Ознакомительная версия. Доступно 9 страниц из 44
Сегодня вечером она устроит прием. Наполнит комнаты своего дома яствами и цветами, остроумными и влиятельными людьми. Она поможет Ричарду все это пережить, проследит, чтобы он не переутомился, и затем отвезет его на церемонию награждения.
Ожидая зеленый свет на пересечении Восьмой улицы с Пятой авеню, Кларисса расправляет плечи. Ага, вот она, думает проходящий мимо Уилли Басе, регулярно встречающий ее по утрам именно на этом перекрестке. Постаревшая красавица, вышедшая в тираж длинноволосая, вызывающе седая хиппи в джинсах, хлопковой мужской рубахе и экзотических (Индия? Центральная Америка?) домашних туфлях на босу ногу.
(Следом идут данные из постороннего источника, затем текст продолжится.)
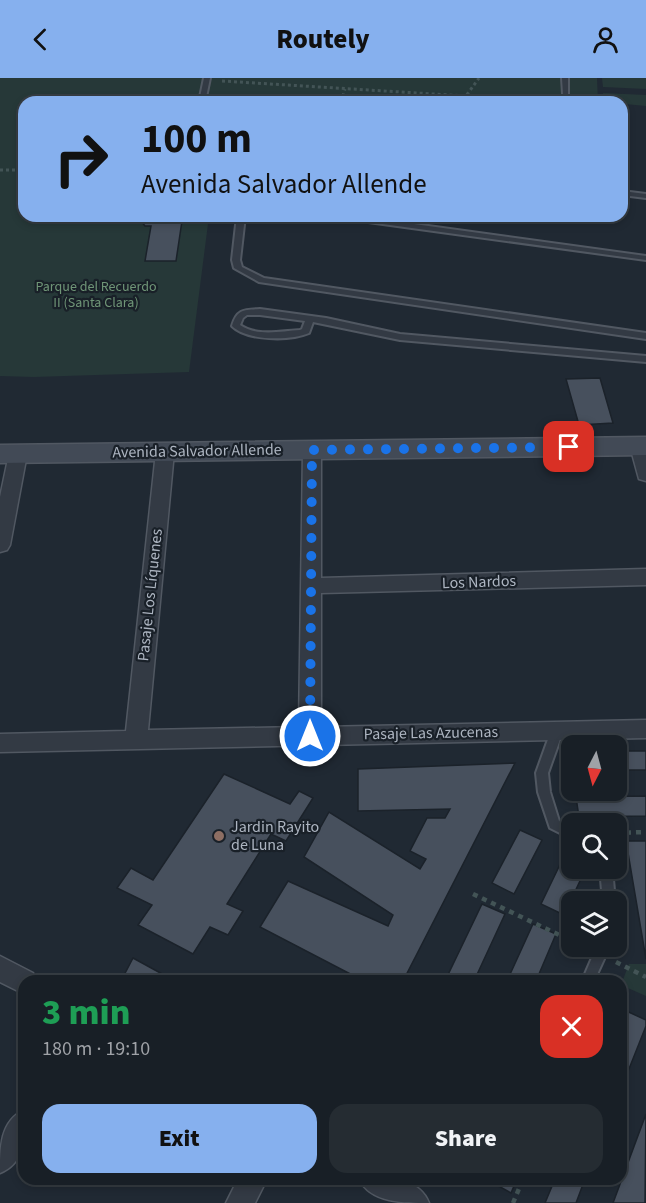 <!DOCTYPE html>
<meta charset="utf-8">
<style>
:root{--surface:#181f26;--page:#252c32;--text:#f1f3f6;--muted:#9fa2a7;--line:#363d43;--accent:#86b0ee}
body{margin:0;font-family:"Source Sans 3",sans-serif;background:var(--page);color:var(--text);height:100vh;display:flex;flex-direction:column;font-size:22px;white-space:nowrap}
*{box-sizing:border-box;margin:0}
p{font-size:20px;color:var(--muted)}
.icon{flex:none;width:33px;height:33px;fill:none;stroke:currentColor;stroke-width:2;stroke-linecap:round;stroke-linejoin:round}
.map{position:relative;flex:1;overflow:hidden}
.panel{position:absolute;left:18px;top:897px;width:609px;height:210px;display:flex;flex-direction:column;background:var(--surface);border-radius:18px;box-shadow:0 3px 9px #0003,0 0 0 2px var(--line)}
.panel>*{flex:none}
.hud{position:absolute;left:18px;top:18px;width:610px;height:126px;border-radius:18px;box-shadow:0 3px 9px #0003,0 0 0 2px var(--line);background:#86b0ee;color:#111;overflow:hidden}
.needle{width:39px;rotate:186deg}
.tools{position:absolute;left:561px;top:657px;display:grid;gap:12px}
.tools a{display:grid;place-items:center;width:66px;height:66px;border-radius:12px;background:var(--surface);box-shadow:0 3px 9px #0003,0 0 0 2px var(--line);font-size:30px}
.pin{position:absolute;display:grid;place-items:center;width:51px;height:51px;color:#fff;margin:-26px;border-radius:12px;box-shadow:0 3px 9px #0006}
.me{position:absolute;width:66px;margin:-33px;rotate:0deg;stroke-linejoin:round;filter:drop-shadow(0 0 4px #0008)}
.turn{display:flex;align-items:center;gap:21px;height:126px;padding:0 24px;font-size:27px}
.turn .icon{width:78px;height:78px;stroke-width:2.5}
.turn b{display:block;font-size:42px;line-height:51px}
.round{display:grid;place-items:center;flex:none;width:63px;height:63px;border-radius:18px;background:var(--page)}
.head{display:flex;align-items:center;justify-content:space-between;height:102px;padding:0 24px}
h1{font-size:36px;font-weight:800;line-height:45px;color:#1e9e55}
.action{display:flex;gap:12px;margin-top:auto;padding:12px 24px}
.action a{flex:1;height:69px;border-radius:18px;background:var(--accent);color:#111;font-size:24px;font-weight:800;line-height:69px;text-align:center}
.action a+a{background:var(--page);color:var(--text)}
header{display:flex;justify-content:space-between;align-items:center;height:78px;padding:0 24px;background:var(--accent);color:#111;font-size:27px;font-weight:800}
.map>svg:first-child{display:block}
</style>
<header><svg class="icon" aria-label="back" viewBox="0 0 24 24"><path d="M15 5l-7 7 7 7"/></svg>Routely<svg class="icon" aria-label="person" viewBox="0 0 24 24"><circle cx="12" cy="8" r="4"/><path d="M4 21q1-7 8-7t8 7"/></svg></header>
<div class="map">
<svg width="646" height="1125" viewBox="0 0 646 1125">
<rect width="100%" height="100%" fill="#202933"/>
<g fill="#263838">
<polygon points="0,0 597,0 598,24 24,24 24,138 209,138 189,294 34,299 0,298"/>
<polygon points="602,0 646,0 646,11 603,9"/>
<polygon points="603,15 646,17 646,28 604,24"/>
<polygon points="629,886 646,886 646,918 621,907"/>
</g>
<g fill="#47505d" stroke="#1b222a" stroke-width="1.5">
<polygon points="142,138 163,138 163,143 182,143 176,183 145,183 151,148 145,148 141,143"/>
<polygon points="600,300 613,345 579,347 566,301"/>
<rect x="616" y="673" width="30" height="19"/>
<polygon points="515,685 403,903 358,903 360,901 260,849 288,803 388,848 393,837 304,779 329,734 420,791 426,781 410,773 427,740 445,740 450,731 358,733 358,691"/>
<polygon points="224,696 290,726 299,713 313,720 286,763 271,756 227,826 243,833 228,857 210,849 193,876 138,847 152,827 117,810 131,790 153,802"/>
<polygon points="646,718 646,738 579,739 576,719"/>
<polygon points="520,752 542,762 514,816 492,805"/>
<polygon points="626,763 646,763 646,881"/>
<polygon points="567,772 572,774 572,790 586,790 564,837 541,826"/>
<polygon points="482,826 505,836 474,903 445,903"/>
<polygon points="533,846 556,856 536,903 507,903"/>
<polygon points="133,880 175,903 121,903"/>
<polygon points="220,897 266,903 220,903"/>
<polygon points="622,931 646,942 646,948 621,1011"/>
<polygon points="646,1036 645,1125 613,1125"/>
<polygon points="486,1101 517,1101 511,1115"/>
<polygon points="555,1101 585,1101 576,1125 545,1125"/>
</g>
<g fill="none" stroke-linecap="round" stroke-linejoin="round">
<defs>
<g id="lane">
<polygon points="204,0 210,0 205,24 199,24"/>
<polygon points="562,0 568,0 568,17 563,16"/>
<polygon points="622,113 646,116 646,120 622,117"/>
<polygon points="237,138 245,138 240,182 242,189 264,200 646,255 646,261 259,204 234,190 232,182"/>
<polygon points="335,138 356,138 646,178 646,182 339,140"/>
<path d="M260 231 326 240 400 256 646 278V284L400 262 313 244 309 255C290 263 247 263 232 248 237 231 244 232 260 231ZM247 237H260L305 243 302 251 300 252C281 253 257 259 240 247L243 240Z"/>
<polygon points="557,648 561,650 563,653 548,695 550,714 559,743 572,750 572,761 550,750 538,714 536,695 551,653 553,650"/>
<polygon points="600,790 612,790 615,824 603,824"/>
<polygon points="597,868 610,868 594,903 582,903"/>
</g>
<g id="street">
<polygon points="639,362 646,364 646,403 639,401 630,368 632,364"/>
<polygon points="312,366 319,367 321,372 321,500 646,491 646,507 321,515 321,649 646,642 646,660 0,674 0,656 126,653 156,374 158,369 172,369 174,374 148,652 299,649 303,372 305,367"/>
<polygon points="18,370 25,371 27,376 10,467 7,472 0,474 0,419 9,376 11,371"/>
<polygon points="0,878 33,895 36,903 24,903 24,916 0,904"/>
<path d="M24 1032C24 1057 27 1084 0 1095 0 1070 0 1043 24 1032Z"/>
<polygon points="238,1101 267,1101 255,1125 226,1125"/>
<path d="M359 1101C384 1101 418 1097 429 1125 404 1125 371 1125 359 1101Z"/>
</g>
<polygon id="secondary" points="646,359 646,377 0,385 0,367"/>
</defs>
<use href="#lane" stroke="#515862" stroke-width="4"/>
<use href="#street" stroke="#515862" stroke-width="3"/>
<use href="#secondary" stroke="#515862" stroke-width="3"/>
<g stroke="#435456" stroke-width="3" stroke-dasharray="3 3" stroke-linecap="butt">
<polyline points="222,3 466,18 479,0"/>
<polyline points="466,19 476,24"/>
<polyline points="341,24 345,11"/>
<polyline points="0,92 24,92"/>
</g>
<g stroke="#435456" stroke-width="4.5" stroke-dasharray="5 5" stroke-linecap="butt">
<polyline points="616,755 646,754"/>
<polyline points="473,816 572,863"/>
<polyline points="616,884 646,899"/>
<polyline points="513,1125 523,1101"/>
</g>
<use href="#lane" fill="#333a44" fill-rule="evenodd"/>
<use href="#street" fill="#333a44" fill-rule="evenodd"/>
<use href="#secondary" fill="#424a56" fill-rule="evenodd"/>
</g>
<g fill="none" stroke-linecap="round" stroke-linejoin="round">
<polyline stroke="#1a73e8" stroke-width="10" stroke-dasharray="0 18" points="310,658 312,372 569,369"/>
</g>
<circle fill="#8d6e63" stroke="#192028" stroke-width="2" cx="219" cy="758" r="6"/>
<g text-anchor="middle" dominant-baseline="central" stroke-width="4.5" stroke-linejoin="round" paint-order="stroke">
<g font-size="14" fill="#6f9577" stroke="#192028">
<text x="96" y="209">Parque del Recuerdo<tspan x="96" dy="16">II (Santa Clara)</tspan></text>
</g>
<g font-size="16" fill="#adb5c1" stroke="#192028">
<text transform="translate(197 373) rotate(-1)">Avenida Salvador Allende</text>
<text transform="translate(479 504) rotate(-2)">Los Nardos</text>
<text transform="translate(150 517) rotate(-84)">Pasaje Los Líquenes</text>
<text transform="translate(431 655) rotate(-1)">Pasaje Las Azucenas</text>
</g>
<g font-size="16" fill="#adb5c1" stroke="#192028" text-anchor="start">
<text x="231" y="749">Jardin Rayito<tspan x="231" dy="18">de Luna</tspan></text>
</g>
</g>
</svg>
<div class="tools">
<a><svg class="needle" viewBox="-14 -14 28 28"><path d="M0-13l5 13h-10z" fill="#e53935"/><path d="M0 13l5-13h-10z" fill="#9fa2a7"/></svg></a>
<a><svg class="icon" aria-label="search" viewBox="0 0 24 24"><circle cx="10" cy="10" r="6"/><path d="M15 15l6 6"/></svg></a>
<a><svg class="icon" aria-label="layers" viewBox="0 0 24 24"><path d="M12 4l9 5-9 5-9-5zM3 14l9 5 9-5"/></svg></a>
</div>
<div class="pin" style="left:569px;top:369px;background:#d93025"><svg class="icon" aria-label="arrive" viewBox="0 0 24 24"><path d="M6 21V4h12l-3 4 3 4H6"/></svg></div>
<svg class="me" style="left:310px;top:658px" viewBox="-20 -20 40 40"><circle r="17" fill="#1a73e8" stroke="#fff" stroke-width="3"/><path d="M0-11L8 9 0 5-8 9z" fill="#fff"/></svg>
<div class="hud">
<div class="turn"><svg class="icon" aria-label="right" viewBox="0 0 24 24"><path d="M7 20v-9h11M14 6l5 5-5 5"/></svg><div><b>100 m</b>Avenida Salvador Allende</div></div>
</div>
<section class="panel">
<div class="head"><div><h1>3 min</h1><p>180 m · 19:10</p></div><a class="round" style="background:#d93025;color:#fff"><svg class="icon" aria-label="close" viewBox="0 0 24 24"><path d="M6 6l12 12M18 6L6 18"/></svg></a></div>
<div class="action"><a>Exit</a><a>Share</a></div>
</section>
</div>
В ней еще сохраняется некоторая сексуальная привлекательность, богемный шарм доброй колдуньи, и все-таки сегодня она скорее являет собой трагическое зрелище, стоя вот так, с прямой спиной, в просторной рубашке и фольклорных туфлях, наперекор земному тяготению; женщина-мамонт, уже по колено в гудроне, сделавшая короткую передышку между безрезультатными попытками высвободиться, большая и гордая, почти бесстрастная, притворяющаяся, что разглядывает нежную траву, призывно зеленеющую на противоположном берегу, хотя вряд ли уже сомневается, что попалась, что, беспомощная и одинокая, останется здесь до утра легкой добычей для голодных шакалов. Наверное, лет двадцать пять назад она была весьма эффектной; наверное, мужики таяли от счастья в ее объятиях. Уилли Басе гордится своим умением читать историю человека по его лицу, своей способностью помнить, что тот, кто сейчас состарился, был когда-то молод. Светофор меняет свет, и он продолжает свой путь.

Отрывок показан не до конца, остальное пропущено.